A properly formed SEI layer is crucial — it must allow smooth transport while blocking electrons to prevent continuous side reactions with the electrolyte. The quality of this layer directly affects key cell performance metrics such cycle life, safety, rate capability (charging/discharging speed) and self-discharge rate.

The formation process is time-intensive, as it typically uses low C-rates (slow charge/discharge speeds) to promote controlled SEI growth. It also consumes a significant amount of energy. During SEI and CEI formation, gases such as ethylene and carbon dioxide are generated and must be removed later, especially in large-format cells. The specific formation protocol, including C-rates, voltage limits, cycle count, temperature and pressure, is usually considered exclusive know-how within the industry, tailored to each manufacturer’s unique cell chemistry and design.

Charging currents that are too high, especially at low temperatures or with incomplete electrolyte wetting, can lead to lithium plating on the anode surface instead of proper lithium insertion during cell finishing.

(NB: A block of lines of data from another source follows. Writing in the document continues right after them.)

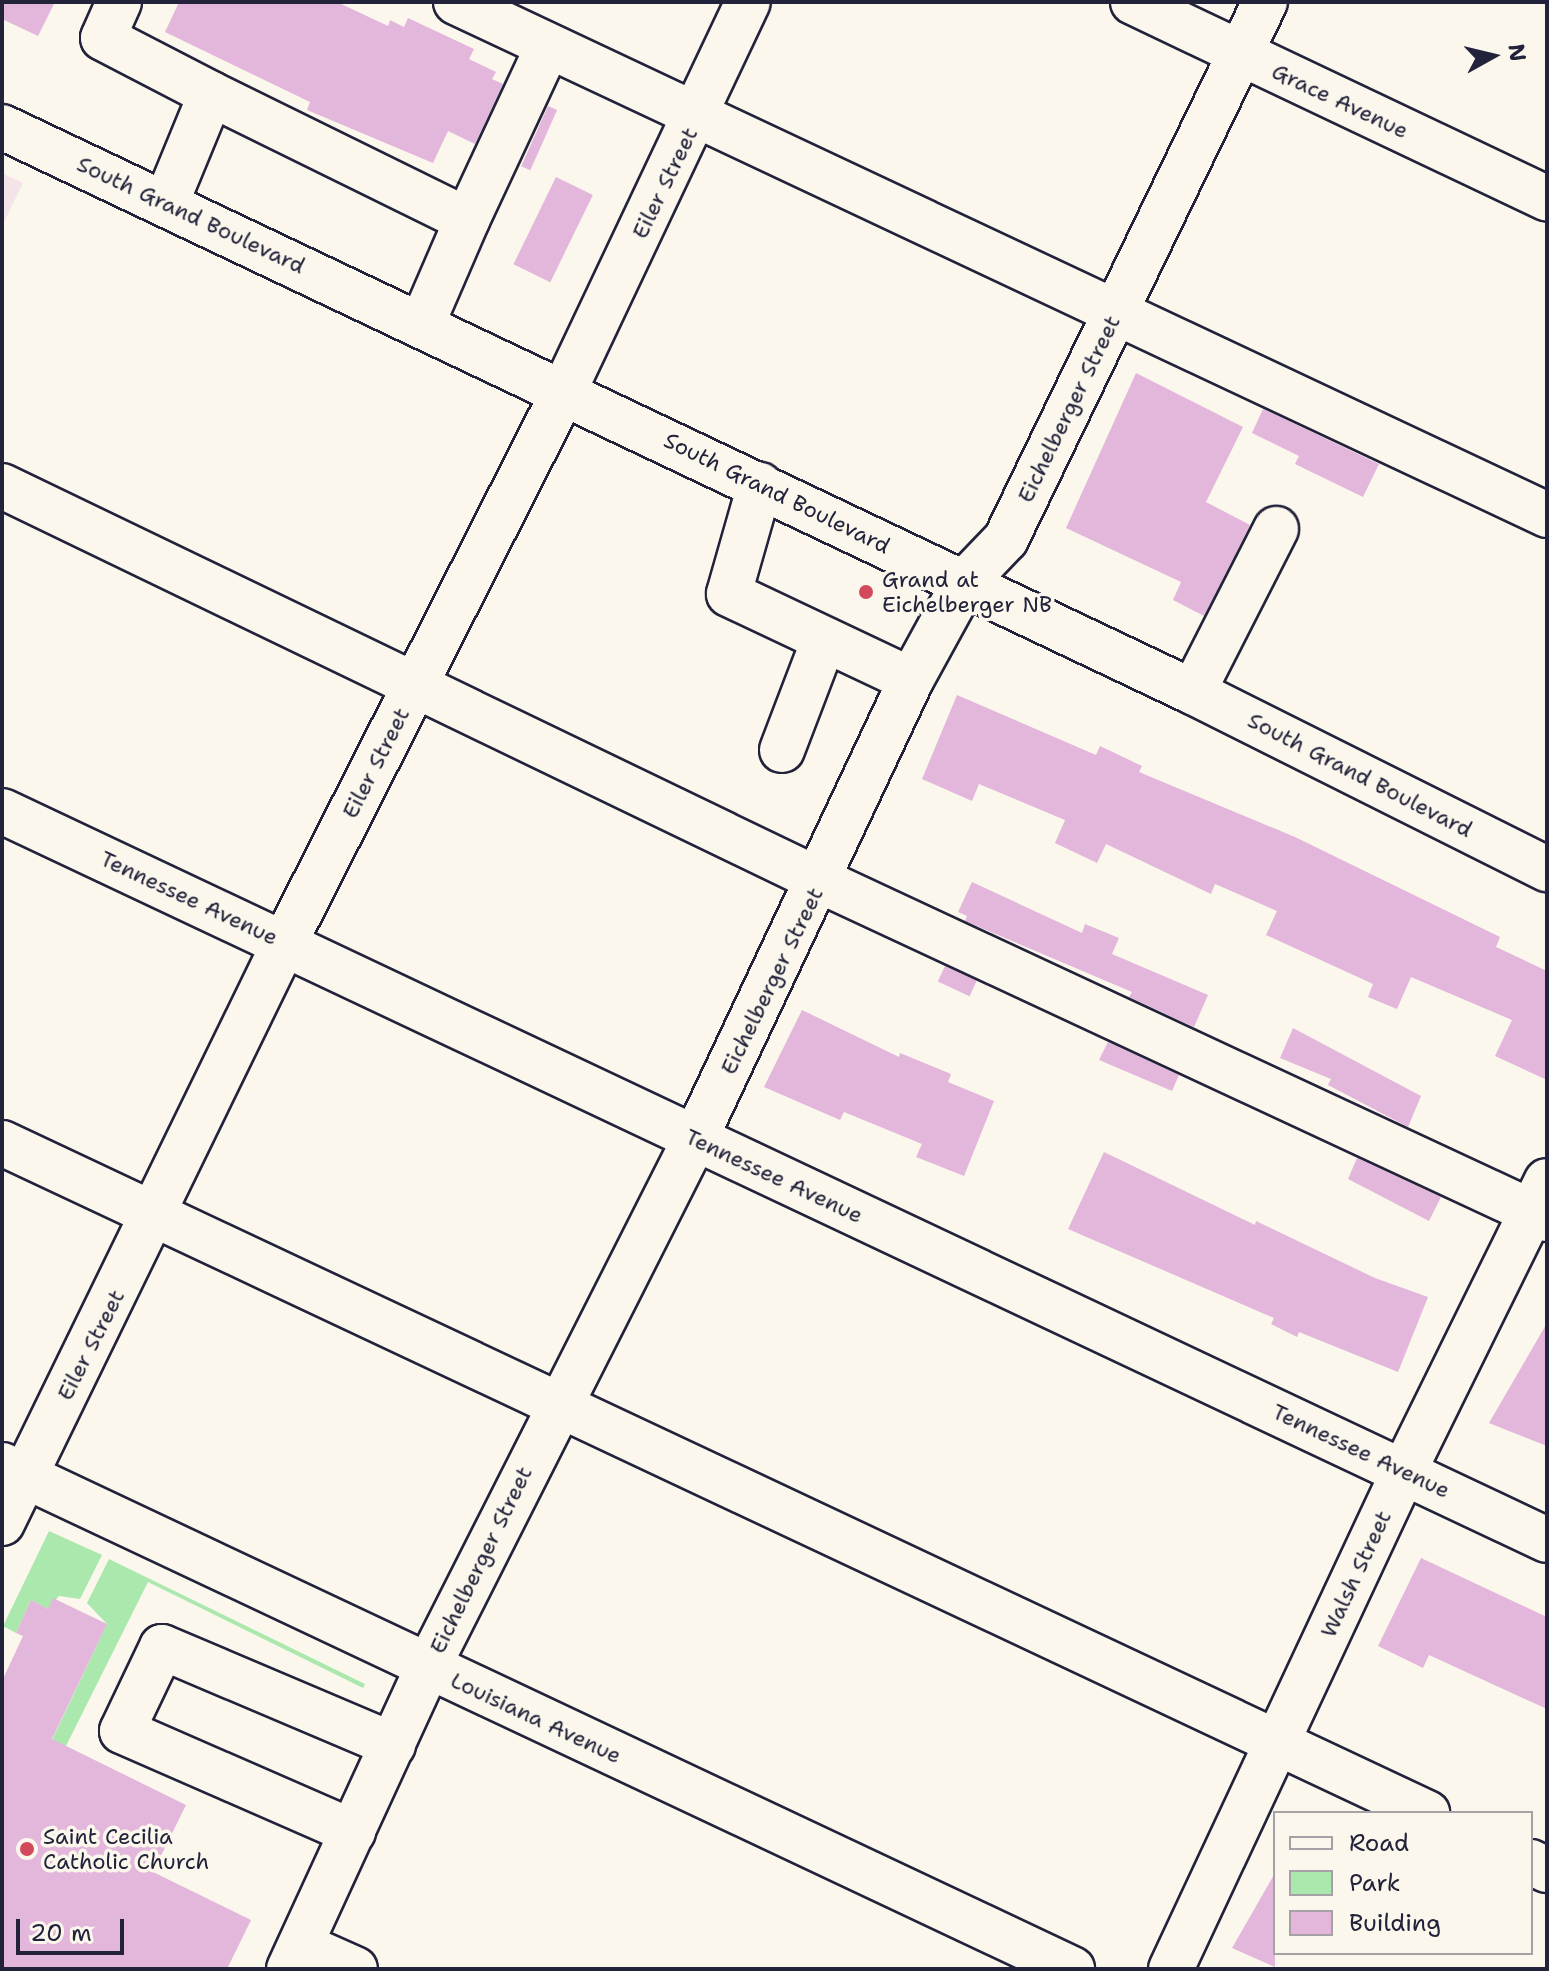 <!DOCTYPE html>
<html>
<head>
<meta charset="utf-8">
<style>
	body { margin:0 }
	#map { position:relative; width:1549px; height:1971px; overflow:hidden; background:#fbf7ec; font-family:"Shantell Sans",sans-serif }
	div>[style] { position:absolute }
	.built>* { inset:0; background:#f4e4e7 }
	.green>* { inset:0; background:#abe8ae }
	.building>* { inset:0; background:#e3b6db; transform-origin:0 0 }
	.roads { filter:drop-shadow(2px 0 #22223b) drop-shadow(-2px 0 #22223b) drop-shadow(0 2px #22223b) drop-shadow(0 -2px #22223b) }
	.minor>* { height:44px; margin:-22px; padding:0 22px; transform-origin:22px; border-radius:22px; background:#fbf7ec }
	.major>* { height:44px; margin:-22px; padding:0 22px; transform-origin:22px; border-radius:22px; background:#fbf7ec }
	.dots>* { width:22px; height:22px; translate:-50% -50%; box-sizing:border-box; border:4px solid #fbf7ec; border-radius:50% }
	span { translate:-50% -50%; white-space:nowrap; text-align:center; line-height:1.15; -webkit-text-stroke:7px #fbf7ec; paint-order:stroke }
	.street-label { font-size:22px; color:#22223b }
	.poi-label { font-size:22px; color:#22223b }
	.left { translate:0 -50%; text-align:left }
	.frame { position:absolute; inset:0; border:4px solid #22223b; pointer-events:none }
	.legend { position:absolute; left:1273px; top:1811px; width:260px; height:144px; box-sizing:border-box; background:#fbf7ec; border:2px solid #a4a2a5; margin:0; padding:10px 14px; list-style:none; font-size:24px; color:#22223b }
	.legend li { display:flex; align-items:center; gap:16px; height:40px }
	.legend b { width:40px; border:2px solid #a4a2a5 }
	.north { position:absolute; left:1453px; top:16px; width:80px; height:80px; -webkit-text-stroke:6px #fbf7ec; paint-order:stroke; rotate:82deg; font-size:22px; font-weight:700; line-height:32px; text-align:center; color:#22223b }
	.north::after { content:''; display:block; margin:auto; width:28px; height:36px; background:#22223b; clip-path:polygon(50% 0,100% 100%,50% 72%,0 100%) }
	.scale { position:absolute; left:16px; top:1919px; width:108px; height:36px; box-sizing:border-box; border:4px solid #22223b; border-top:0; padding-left:10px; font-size:24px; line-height:28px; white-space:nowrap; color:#22223b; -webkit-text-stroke:6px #fbf7ec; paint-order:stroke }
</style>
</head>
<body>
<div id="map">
	<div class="built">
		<div style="clip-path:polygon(2px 173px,23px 183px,2px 226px)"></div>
	</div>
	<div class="green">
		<div style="clip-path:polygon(49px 1531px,102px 1555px,80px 1599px,59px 1596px,48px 1609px,31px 1600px,16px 1633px,3px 1626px)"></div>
		<div style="clip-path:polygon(109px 1559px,365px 1684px,363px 1688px,148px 1582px,66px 1746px,52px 1740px,107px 1624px,87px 1603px)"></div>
	</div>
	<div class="building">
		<div style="clip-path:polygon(2px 2px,55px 2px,38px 36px,2px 19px)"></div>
		<div style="clip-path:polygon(179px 2px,337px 2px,388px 26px,390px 20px,404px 27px,408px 18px,474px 49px,469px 59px,496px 72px,492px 79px,503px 84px,475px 144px,448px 131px,433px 163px,307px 110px,310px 102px,165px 32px)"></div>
		<div style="left:548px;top:106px;width:10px;height:66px;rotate:24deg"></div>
		<div style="left:556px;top:177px;width:41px;height:97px;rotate:26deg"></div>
		<div style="clip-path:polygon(1136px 373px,1243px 427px,1206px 502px,1250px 525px,1204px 616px,1173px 600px,1181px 582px,1066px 528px)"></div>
		<div style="clip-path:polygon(1263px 409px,1379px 464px,1363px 497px,1295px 464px,1299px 456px,1252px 433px)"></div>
		<div style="clip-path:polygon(957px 695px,1096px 755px,1100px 746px,1142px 766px,1139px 772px,1295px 837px,1500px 937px,1496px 947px,1547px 971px,1547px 1080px,1495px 1056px,1512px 1020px,1411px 977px,1397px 1009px,1368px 997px,1373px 984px,1266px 935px,1277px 911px,1215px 884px,1211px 894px,1106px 844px,1097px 863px,1055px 843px,1065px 820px,979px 784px,972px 801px,922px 779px)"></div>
		<div style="clip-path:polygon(972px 882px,1082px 933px,1085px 924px,1119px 938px,1112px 954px,1208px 995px,1194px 1027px,1129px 997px,1132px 992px,965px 921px,967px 916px,958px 912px)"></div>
		<div style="left:945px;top:966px;width:35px;height:17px;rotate:25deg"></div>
		<div style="clip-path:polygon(802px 1010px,899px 1057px,900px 1053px,951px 1074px,948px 1082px,994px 1101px,964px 1176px,916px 1157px,922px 1144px,844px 1112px,840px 1120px,764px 1087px)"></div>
		<div style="clip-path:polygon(1293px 1028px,1421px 1096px,1408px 1127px,1328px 1085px,1331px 1079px,1280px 1058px)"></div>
		<div style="clip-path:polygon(1108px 1042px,1179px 1075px,1172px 1091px,1099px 1060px)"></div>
		<div style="clip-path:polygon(1104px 1152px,1255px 1225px,1256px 1221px,1375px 1278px,1428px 1297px,1398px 1372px,1299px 1332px,1297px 1337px,1271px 1324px,1274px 1318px,1068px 1229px)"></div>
		<div style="clip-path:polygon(1357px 1158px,1441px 1197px,1429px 1221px,1348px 1179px)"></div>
		<div style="clip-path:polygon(1547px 1323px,1547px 1446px,1489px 1423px)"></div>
		<div style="clip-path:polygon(1421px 1558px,1547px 1617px,1547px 1709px,1429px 1655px,1423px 1668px,1378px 1646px)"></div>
		<div style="clip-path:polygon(53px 1598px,107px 1624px,52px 1739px,186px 1805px,153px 1872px,251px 1920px,227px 1969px,2px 1969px,2px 1681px,23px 1636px,16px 1633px,31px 1600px,48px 1609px)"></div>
		<div style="clip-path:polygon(1275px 1873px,1275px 1967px,1232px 1948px)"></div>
	</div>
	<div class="roads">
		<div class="minor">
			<div style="left:119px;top:2px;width:39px;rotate:114deg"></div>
			<div style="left:103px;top:38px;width:122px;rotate:27.4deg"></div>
			<div style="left:211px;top:94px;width:118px;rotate:112.4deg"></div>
			<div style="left:456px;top:2px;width:1206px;rotate:25.18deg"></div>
			<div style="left:1133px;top:2px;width:458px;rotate:25.4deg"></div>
			<div style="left:211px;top:94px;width:285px;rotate:26.2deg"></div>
			<div style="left:467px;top:220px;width:113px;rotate:113.4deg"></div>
			<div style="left:467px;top:220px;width:192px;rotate:-65deg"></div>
			<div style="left:760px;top:485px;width:113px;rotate:105.9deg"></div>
			<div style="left:729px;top:594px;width:201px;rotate:25.3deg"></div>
			<div style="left:2px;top:486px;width:909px;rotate:25.75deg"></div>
			<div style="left:821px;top:881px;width:801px;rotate:24.97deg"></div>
			<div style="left:1193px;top:692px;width:183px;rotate:-63deg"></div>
			<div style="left:782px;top:750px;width:118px;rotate:-69.1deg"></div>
			<div style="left:2px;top:811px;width:1708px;rotate:25.26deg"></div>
			<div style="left:2px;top:1143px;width:1575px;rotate:25.18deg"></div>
			<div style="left:2px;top:1465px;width:1183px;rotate:25.22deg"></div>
			<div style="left:2px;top:1523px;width:646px;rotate:-64.03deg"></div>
			<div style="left:285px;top:942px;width:618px;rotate:-63.14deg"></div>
			<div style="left:564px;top:391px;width:430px;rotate:-64.7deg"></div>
			<div style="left:353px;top:1832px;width:252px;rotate:-156.4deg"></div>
			<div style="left:122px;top:1731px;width:93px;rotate:-64.5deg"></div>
			<div style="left:162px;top:1647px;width:251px;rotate:23deg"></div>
			<div style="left:1531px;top:1862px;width:18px;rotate:27deg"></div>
			<div style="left:301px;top:1945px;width:59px;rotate:24deg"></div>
			<div style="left:289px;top:1969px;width:332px;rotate:-65.3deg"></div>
			<div style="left:428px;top:1667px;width:592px;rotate:-63.18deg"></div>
			<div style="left:695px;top:1139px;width:507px;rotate:-64.8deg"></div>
			<div style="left:911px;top:680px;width:111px;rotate:-61.3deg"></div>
			<div style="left:964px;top:583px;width:61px;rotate:-46.3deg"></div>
			<div style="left:1006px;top:539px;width:596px;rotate:-64.25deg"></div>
			<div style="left:1171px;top:1969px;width:550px;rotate:-64.93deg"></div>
			<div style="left:1404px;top:1471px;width:323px;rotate:-63.8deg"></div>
		</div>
		<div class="major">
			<div style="left:2px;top:127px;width:1318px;rotate:25.38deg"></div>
			<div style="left:1193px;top:692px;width:396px;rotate:26.6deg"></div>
		</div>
	</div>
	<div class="dots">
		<div style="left:866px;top:592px;background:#d1495b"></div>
		<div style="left:27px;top:1849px;background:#d1495b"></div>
	</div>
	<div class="street-label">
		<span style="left:1340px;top:101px;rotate:25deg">Grace Avenue</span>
		<span style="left:665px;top:183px;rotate:-64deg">Eiler Street</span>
		<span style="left:191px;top:215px;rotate:25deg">South Grand Boulevard</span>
		<span style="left:1069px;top:409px;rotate:-64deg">Eichelberger Street</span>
		<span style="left:777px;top:493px;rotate:26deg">South Grand Boulevard</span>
		<span style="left:376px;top:763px;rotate:-63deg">Eiler Street</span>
		<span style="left:1360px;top:775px;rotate:27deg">South Grand Boulevard</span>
		<span style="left:189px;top:898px;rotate:25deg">Tennessee Avenue</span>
		<span style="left:772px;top:981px;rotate:-64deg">Eichelberger Street</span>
		<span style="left:774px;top:1176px;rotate:25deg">Tennessee Avenue</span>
		<span style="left:91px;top:1345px;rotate:-63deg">Eiler Street</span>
		<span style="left:1361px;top:1451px;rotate:25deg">Tennessee Avenue</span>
		<span style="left:481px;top:1560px;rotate:-64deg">Eichelberger Street</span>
		<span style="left:1356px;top:1574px;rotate:-65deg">Walsh Street</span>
		<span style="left:536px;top:1718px;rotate:25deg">Louisiana Avenue</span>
	</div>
	<div class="poi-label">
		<span class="left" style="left:882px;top:592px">Grand at<br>Eichelberger NB</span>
		<span class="left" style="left:43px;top:1849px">Saint Cecilia<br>Catholic Church</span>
	</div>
	<div class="frame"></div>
	<ul class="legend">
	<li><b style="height:10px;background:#fbf7ec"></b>Road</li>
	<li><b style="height:22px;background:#abe8ae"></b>Park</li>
	<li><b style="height:22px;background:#e3b6db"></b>Building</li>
	</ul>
	<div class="north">N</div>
	<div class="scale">20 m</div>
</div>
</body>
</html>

This can cause permanent capacity loss, consume active lithium and increase safety risks due to the potential formation of dendrites that may trigger internal short circuits.

3. Aging & EoL Testing

In cell finishing, quality testing is the final validation step, confirming that each cell meets strict standards for performance, safety and reliability before leaving the cell manufacturing factory. Following formation and any required degassing or resealing, cells enter the aging phase, where they are stored for several days or weeks at controlled temperatures. This step allows the internal chemistry to stabilize, such as further SEI development and full electrolyte wetting — and helps detect early-life defects by monitoring self-discharge behavior.

After the cells have aged, each of them undergo comprehensive End-of-Line (EOL) testing, including electrical and physical checks to assess performance. Key parameters measured are:

• Capacity
• Internal resistance (DCIR and ACIR)
• Open circuit voltage (OCV)
• Pulse power

Based on these results, cells are graded or rejected to ensure reliability, safety and consistency for end-users or further assembly into battery modules and packs.

A key challenge in cell finishing is balancing thorough quality testing with high production throughput. Long aging times for self-discharge detection consume valuable time, space and inventory. Likewise, detailed electrical tests, such as capacity and internal resistance, on every cell require extensive EOL test channels, often creating bottlenecks. To address this, manufacturers continuously optimize test sequences and explore predictive testing methods to reduce time and costs while maintaining reliable quality assurance.